Leibenstein in 1966 introduced the concept of X-inefficiency to the socialist world. The lack of competition in markets caused by rigidities domestically and internationally meant there was a lack of pressure on management and workers leading to lower productivity. For example, while the socialist East Germany produced 2699 tons of brown coal per worker, the capitalist West Germany produced 5905 tons, stressing the wasteful nature of centrally planned systems. Economist Holzman in 1976 labeled this hidden unemployment they pretend to pay us and we pretend to work. X-inefficiency is shown on the production possibility frontier diagram shown previously by point C. This is inside the frontier showing that the economy is not only allocatively inefficient, it is also failing to operate at full capacity as a result of a lack of competition and low productivity.

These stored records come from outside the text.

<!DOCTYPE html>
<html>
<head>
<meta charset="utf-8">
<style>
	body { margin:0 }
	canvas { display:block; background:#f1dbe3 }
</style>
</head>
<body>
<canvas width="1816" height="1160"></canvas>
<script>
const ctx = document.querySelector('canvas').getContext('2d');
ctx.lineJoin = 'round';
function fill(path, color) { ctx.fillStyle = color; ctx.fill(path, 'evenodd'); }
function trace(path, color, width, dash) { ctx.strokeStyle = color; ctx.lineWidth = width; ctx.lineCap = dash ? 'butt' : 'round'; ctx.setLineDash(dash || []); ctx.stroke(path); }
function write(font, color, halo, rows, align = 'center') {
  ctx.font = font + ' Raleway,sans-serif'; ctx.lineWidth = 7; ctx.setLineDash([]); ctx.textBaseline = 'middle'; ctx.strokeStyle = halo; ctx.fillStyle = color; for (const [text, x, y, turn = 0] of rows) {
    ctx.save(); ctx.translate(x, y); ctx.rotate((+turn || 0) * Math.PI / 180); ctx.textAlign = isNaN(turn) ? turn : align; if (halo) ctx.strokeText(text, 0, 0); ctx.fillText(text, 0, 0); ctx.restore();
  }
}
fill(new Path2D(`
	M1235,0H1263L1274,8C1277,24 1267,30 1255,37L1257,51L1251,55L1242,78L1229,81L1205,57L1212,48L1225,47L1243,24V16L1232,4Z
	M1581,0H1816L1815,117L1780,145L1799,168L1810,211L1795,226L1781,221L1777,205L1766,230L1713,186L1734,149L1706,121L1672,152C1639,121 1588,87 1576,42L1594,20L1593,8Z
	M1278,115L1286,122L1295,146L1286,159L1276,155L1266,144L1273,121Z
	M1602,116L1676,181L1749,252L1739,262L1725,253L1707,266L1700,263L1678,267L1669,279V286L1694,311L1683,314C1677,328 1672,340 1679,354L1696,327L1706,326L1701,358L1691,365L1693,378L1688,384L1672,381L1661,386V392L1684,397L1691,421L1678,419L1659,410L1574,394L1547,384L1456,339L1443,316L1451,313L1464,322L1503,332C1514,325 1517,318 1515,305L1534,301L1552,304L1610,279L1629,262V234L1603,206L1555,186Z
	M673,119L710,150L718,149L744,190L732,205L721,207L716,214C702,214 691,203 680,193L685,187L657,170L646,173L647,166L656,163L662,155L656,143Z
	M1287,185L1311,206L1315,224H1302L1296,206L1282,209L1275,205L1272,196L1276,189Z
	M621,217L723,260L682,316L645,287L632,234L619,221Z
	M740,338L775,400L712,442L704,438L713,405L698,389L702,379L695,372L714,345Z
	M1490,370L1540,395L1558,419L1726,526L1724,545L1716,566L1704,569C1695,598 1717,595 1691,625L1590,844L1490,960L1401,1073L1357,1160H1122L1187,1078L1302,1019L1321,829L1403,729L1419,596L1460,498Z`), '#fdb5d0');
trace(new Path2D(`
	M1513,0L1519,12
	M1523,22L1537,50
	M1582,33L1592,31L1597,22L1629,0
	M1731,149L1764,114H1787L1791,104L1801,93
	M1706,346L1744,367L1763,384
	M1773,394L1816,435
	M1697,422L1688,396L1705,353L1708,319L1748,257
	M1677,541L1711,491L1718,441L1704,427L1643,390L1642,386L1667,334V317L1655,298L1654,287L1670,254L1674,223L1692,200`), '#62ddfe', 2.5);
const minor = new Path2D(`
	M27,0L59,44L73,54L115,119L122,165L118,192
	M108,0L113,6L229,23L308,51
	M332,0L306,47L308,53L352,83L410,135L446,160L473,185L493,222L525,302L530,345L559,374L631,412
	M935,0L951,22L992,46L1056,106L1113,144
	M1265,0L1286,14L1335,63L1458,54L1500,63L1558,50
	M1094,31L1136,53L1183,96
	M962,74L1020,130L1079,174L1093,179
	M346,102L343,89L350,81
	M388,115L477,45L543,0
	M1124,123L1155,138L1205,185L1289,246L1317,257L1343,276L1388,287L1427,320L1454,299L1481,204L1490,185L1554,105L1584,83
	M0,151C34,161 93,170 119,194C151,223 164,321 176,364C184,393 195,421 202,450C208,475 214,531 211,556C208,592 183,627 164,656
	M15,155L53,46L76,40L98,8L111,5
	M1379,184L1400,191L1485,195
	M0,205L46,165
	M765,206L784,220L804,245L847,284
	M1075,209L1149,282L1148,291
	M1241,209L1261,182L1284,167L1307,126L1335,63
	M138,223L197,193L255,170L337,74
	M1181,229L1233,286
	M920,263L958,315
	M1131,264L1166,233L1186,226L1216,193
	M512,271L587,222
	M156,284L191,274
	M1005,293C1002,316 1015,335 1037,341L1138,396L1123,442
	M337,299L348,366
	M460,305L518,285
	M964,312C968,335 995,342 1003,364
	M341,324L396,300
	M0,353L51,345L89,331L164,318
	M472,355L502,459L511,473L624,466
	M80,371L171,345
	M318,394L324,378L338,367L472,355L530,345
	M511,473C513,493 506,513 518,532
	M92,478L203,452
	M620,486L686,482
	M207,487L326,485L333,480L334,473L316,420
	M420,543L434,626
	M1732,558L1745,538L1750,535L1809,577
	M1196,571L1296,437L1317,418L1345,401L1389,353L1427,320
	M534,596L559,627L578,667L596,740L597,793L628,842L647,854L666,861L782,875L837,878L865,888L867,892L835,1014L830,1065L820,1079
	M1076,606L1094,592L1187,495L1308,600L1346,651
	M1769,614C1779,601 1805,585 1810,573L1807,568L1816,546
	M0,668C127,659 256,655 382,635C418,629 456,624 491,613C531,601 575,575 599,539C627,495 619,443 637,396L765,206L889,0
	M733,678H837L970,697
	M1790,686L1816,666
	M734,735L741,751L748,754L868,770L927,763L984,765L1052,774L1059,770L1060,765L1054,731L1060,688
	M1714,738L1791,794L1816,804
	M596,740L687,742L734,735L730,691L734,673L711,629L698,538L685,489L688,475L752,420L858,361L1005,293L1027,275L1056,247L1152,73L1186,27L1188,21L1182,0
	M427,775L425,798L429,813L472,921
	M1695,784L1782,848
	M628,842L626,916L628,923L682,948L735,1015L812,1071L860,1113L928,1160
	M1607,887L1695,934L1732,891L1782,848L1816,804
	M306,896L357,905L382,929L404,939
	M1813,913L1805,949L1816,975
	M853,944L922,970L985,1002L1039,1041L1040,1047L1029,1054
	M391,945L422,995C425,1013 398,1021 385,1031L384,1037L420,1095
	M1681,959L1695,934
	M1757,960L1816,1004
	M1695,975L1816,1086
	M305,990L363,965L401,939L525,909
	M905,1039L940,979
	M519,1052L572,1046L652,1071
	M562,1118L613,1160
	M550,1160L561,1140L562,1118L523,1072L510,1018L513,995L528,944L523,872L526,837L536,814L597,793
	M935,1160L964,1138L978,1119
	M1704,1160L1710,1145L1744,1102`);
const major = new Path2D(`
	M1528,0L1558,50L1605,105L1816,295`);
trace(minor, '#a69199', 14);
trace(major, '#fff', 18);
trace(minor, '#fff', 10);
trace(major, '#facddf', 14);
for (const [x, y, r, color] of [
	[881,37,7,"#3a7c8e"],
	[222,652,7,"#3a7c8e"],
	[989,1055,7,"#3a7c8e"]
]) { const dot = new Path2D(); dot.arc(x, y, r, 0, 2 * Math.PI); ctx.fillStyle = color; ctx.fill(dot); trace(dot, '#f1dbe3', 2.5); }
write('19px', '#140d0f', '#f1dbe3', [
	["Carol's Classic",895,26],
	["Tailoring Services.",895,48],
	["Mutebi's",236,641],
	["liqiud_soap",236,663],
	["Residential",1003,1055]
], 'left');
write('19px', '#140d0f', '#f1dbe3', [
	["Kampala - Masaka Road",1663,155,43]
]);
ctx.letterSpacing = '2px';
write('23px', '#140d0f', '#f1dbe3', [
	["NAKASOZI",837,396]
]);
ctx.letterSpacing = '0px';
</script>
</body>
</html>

Despite the many failures highlighted regarding aggregate supply constraints and soft budgets, the socialist system did have some successes. Soviet nations displayed rapid, if distorted and inefficient, industrialisation as a product of directing resources into these high-priority areas. It is also argued that the centrally planned structure was fundamental in finding victory for socialist nations in World War II. Centrally planned systems also introduced the concept of mass education that has European Formative 2012/13 Jack Mauduit revolutionized countries around the world. Furthermore, although technological progress was a weak feature of these economies due to lack of competition, incentive and import substitution, some areas excelled in technological progress as a result of targeted investment. At the time, the race to space was a very important political milestone for the USSR and hence investment was pumped into the space programme. In 1957, Sputnik saw Russia send the first Earth satellite into space and in 1961 sent the first man into space, both huge technological achievements.
These successes are however insignificant I when looking at the big picture. Shortages are an inevitable consequence of a system with a lack of incentive and a corrupt and inefficient government. The soft budget constraints of enterprises aggravate the shortages and lead to inflation in the economy albeit repressed. Soviet policy is to blame for the repressed inflation rather than being endemic to the system. These two major failures of the centrally planned system contributed largely to the downfall of the Soviet Union in the late 1980s.
By the mid 1980s, the USSR economy was in crisis and politicians were becoming restive as a result of unprecedented stagnation. The paramount reason for such decline is the inefficiency of central planning as an allocative mechanism for advanced societies. As a system, planning has an inherent bias towards producing quantity rather than quality. Quality is not easy to measure or enforce. Economist Lavigne in 1999 summarized by saying that the socialist model was very wasteful in human and material resources, failed to achieve modernization and left all the countries lagging behind the developed market economies.